Import your image to be superimposed into the canvas. For this task, choose a stock photo with the subject casting a shadow on a white backdrop. I grabbed an image of mangoes from stock.xchng; an apple is just too predictable. Convert it into a symbol (Modify > Symbol > Convert To Symbol), then give it an opacity of 50% to allow you to see underneath when positioning and resizing the image.
Use the Scale Tool
to resize the mango image down to correct scale. Rotate the mango image to ensure that the shadows and highlights of both the base and superimposed photos match light sources.
When you’re done with the placement, set it’s opacity back to 100%, and change its blend mode to Multiply. This will allow the shadow parts to blend in with the rest of the base photo. We’ll take care of the mangoes themselves in the next few steps.
Bring Back The Opacity
Now, trace a shape around the mangoes with the Pen Tool
. If your object has “holes” in it, trace over them as separate shapes, select them along with the base shape, and perform a Punch (Modify > Combine Paths > Punch). You should now have a shape that “encloses” the mangoes, excluding the shadows or holes.
Give your shape a nice white fill, and remove the outline that may have been there when you drew it.
Finally, move your shape layer directly below the mango layer. This brings back the full opacity of the mangoes.
Tip: At this stage, you can check and adjust your shape path to make sure that no parts of the shape are peeking outside of the mangoes (evidenced by white edges along the object outline).
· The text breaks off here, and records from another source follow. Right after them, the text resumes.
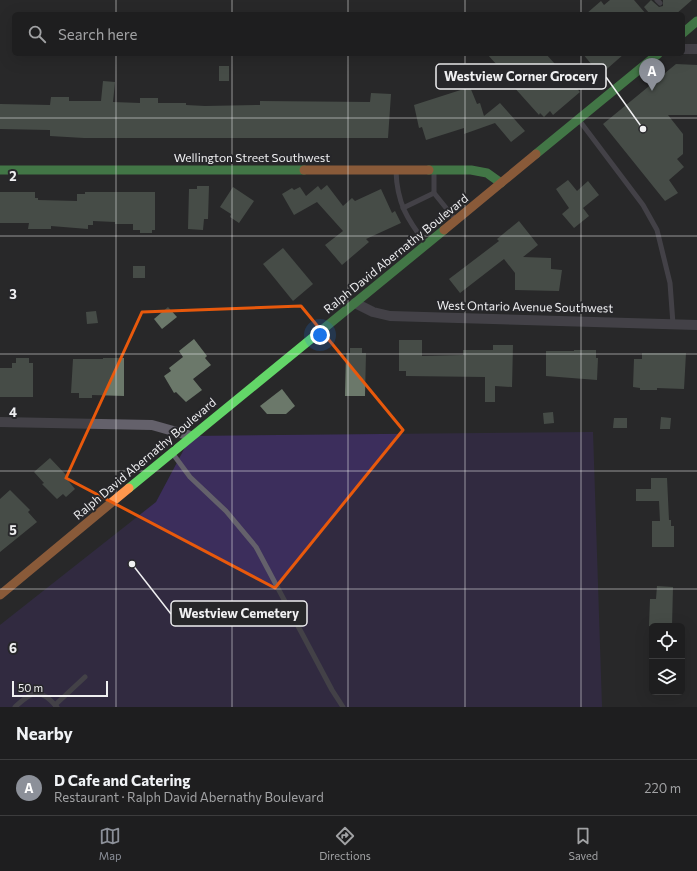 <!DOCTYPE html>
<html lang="en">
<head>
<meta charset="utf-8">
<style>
	body { margin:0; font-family:Commissioner,sans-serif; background:#262728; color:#f1f3f6 }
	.controls { position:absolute; right:12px; bottom:12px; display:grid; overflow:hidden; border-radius:6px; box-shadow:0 4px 16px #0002 }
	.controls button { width:36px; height:36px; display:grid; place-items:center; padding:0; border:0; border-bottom:1px solid #3c3c3d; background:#1e1e1f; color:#f1f3f6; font:20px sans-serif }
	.scale { position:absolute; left:12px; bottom:10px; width:96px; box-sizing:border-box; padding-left:4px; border:2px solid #efeff1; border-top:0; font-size:11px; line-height:14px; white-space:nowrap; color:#efeff1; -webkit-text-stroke:3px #27272a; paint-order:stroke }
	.you { position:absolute; left:320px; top:335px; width:14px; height:14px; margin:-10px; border:3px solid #fff; border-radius:50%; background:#1a73e8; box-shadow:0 0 0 6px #1a73e833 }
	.badge { display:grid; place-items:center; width:26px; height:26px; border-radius:50%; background:#8c9099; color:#fff; font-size:13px; font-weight:700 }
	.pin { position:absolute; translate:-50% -33px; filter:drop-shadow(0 1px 2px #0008) }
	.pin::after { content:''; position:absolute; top:21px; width:14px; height:12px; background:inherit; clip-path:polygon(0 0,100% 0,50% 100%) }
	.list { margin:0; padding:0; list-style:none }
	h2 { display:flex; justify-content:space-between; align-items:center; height:52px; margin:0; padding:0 16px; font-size:17px }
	h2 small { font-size:13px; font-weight:400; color:#a1a2a4 }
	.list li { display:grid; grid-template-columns:26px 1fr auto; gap:12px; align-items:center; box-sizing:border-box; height:56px; padding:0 16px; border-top:1px solid #3c3c3d }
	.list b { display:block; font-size:15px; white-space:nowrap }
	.list p { margin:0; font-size:13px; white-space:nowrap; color:#a1a2a4 }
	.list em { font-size:13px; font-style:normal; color:#a1a2a4 }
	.icon { flex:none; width:22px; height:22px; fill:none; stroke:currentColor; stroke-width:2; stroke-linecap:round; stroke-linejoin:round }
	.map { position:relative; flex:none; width:697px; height:707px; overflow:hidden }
	.search { position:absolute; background:#1e1e1f; box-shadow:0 4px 16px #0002; left:12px; right:12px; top:12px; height:44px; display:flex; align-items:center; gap:10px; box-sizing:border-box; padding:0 14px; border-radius:6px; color:#a1a2a4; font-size:15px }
	.sheet { height:108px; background:#1e1e1f }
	nav { display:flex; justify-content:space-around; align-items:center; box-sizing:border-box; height:56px; border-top:1px solid #3c3c3d; background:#1e1e1f; font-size:11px; color:#a1a2a4 }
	nav a { display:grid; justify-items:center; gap:2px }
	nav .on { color:#8c9099 }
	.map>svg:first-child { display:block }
	.green { fill:#3c2e5c }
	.building { fill:#6b786a }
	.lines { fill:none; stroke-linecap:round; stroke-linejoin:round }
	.lane { stroke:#64616b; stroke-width:5 }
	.street { stroke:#64616b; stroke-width:10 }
	.fast { stroke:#63d668; stroke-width:9 }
	.slow { stroke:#ff974d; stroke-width:9 }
	.marked { fill:none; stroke:#e8590c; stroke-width:3; stroke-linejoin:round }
	.grid { fill:none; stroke:#efeff1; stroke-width:1; stroke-opacity:0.55 }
	.labels { text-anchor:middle; stroke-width:4; stroke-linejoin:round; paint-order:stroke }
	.street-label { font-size:12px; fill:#efeff1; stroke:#27272a }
	.grid-label { font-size:13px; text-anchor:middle; font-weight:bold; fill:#efeff1; stroke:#27272a; stroke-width:4; stroke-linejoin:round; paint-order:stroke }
	.leader { fill:none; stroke:#efeff1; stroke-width:1.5 }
	.callout-dot { fill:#efeff1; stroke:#27272a; stroke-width:1.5 }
	.callout { fill:#27272a; stroke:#efeff1; stroke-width:1.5 }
	.callout-label { font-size:13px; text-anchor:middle; font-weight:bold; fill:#efeff1 }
</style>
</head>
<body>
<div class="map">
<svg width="697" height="707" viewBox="0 0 697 707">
	<rect width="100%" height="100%" fill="#282829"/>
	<path class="green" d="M593,432L602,707H0V625L156,502L191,436Z"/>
	<g class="building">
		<path d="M610,0H634L646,14H586L601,1L604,5Z"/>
		<path d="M651,0L659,7L663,6V0H692L676,14H647L649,13L644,7Z"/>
		<path d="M487,54H546L580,92L553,115L550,111L544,117L540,113L539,115L495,66L497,65Z"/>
		<path d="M583,54H624L600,75Z"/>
		<path d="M676,64L697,65V115H668L683,134V154L677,159L684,167L669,180L678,193L665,201L603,124Z"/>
		<rect x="219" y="66" width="10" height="15"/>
		<path d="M103,81L115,82L113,102L140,103V98H158V103H186V105L205,106L260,105V101L370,102L371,93L391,94L388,138H84L50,136V130L0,129V104L50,105L51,97H69V101H101Z"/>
		<path d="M470,87L477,104L480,103L484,116L500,103L525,131L511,142L495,123L464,134V128L426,140L422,127L419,128L414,105Z"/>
		<path d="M568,180L577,191L588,181L599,195L583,208L589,216L574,228L562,214L569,208L556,189Z"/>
		<path d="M327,185L343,206L352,198L355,201L381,189L392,213L395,211L401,223L366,239L369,242L342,265L325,245L343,231L317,202L294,215L282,194L292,188L294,190L300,187L306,196L318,186L321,190Z"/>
		<path d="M197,186H209L208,219H204L203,230L188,229L189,189H197Z"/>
		<path d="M233,187L254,201L239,223L230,217L231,214L220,207Z"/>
		<path d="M0,192H35V198H38V200L77,201V194H85V192H155V230H152V233H140V230H133V224H115V222L93,221V225H88V229L51,226V229H28L29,223H0Z"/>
		<path d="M519,221L538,245L523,257L551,258V269L562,270L559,291L515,290V273L504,259L460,293L449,279L499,241L497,239Z"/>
		<path d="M283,248L313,284L293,301L263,264Z"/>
		<rect x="133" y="266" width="12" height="12"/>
		<path d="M168,307L177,317L162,329L154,319Z"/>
		<path d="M96,311L98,323L87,324L86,312Z"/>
		<path d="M194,339L207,356L205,358L211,365L193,379L202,390L186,402L176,392L174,393L164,376L171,371L169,368L183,357L179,351Z"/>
		<path d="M399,340H422V356L463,355V350H493V345H513L512,387L495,386V402H485V377L406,376V371H399Z"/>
		<path d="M350,348H362V353H366L365,396H345L346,353H350Z"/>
		<path d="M574,350H596V358H598L597,380L546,376V351H574Z"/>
		<path d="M642,353H686L684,389L657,388V390H640V388L633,387L634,359H642Z"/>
		<path d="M16,358H29V363H33V397H0V368H12V363H16Z"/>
		<path d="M103,358H124V396L92,395V398H79V393H71L73,359H103Z"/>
		<path d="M282,389L295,406L286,414H267L260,406Z"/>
		<path d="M553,412L554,423L544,424L543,413Z"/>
		<path d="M661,417L671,418L670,429H660Z"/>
		<path d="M614,418H627V428H613Z"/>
		<path d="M50,458L67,476L66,478L75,489L66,497L63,494L57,499L42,484L44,483L34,472Z"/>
		<path d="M651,478H667L669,520H671V526H674V547H652V521H660L659,501H636V489H651Z"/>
		<path d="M10,490L30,510L28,512L37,522L0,552V499Z"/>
		<path d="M657,586L673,587L672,626H649L650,599H656Z"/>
	</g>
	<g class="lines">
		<g class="lane">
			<path d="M657,0L660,3"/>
			<path d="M579,120L643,205L657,230L670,283L673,324"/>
			<path d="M396,171C397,203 407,219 426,244"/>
			<path d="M434,171V193L455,219"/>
			<path d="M403,208L434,193"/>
			<path d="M173,454L190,477L226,511L256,547L332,690L343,707"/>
			<path d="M55,705L85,677"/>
			<path d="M15,707C32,691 40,687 57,707"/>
		</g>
		<g class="street">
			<path d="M683,49H697"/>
			<path d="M355,303L373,312L390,316L697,325"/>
			<path d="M0,422L152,425L191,436"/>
		</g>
		<g class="fast">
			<path d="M683,33L697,21"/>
			<path d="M536,154L658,54"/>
			<path d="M0,170H304"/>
			<path d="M429,170H471L487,173L501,183"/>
			<path d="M129,488L444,230"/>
		</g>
		<g class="slow">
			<path d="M304,170H429"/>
			<path d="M444,230L536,154"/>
			<path d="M0,595L129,488"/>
		</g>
	</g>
	<path d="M0 0H697V707H0ZM301,306L403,430L275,588L66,478L142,312Z" fill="#282829" fill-opacity=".55" fill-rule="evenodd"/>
	<path class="marked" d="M301,306L403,430L275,588L66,478L142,312Z"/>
	<path class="grid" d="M116,0V14M232,0V14M348,0V14M465,0V14M581,0V14M116,54V707M232,54V707M348,54V707M465,54V707M581,54V707M0,118H697M0,236H697M0,354H697M0,471H697M0,589H697"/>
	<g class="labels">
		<g class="street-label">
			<text x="252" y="162">Wellington Street Southwest</text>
			<text transform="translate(396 254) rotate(-39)" y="4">Ralph David Abernathy Boulevard</text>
			<text transform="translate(525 307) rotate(1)" y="4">West Ontario Avenue Southwest</text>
			<text transform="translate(145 459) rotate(-40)" y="4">Ralph David Abernathy Boulevard</text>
		</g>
	</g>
	<g class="grid-label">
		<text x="13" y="181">2</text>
		<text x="13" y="299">3</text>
		<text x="13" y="417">4</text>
		<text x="13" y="535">5</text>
		<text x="13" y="653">6</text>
	</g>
	<path class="leader" d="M643 129L606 77M132 564L171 614"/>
	<g class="callout-dot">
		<circle cx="643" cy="129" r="4"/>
		<circle cx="132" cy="564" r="4"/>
	</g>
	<g class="callout">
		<rect x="436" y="64" width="170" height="25" rx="4"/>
		<rect x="171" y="601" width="136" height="25" rx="4"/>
	</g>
	<g class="callout-label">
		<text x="521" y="81">Westview Corner Grocery</text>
		<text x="239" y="618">Westview Cemetery</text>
	</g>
</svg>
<div class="controls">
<button><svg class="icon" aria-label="locate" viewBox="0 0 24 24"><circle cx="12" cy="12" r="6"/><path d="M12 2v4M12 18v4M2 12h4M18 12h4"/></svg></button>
<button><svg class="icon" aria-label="layers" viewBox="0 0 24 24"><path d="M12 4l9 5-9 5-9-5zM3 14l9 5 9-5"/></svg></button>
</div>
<div class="scale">50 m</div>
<div class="you"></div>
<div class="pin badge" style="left:652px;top:91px">A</div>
<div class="search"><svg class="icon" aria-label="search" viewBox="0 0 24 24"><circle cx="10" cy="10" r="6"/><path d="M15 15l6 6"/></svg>Search here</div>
</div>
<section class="sheet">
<h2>Nearby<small></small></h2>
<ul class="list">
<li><span class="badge">A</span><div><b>D Cafe and Catering</b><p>Restaurant · Ralph David Abernathy Boulevard</p></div><em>220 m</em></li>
</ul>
</section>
<nav>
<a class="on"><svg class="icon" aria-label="map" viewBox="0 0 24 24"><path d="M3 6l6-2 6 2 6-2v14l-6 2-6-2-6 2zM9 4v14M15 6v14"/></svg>Map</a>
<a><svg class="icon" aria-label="directions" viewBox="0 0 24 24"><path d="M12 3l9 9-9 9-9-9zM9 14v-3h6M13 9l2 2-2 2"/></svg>Directions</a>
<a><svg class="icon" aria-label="saved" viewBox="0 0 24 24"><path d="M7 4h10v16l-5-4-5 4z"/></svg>Saved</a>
</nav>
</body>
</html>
Now you can enjoy watching your mangoes bask in the light of an LCD screen
Tip: If you’re superimposing a photo with a black background, use Lighten instead of Multiply as the blend mode for your photo, and fill your back shape with black instead of white. The only downside to using photos with a black background is that their shadows do not show up. You’ll have to put one in afterwards, by either using the Drop Shadow Live Effect, creating a shadow shape and applying Gaussian Blur to it, or painting it in manually.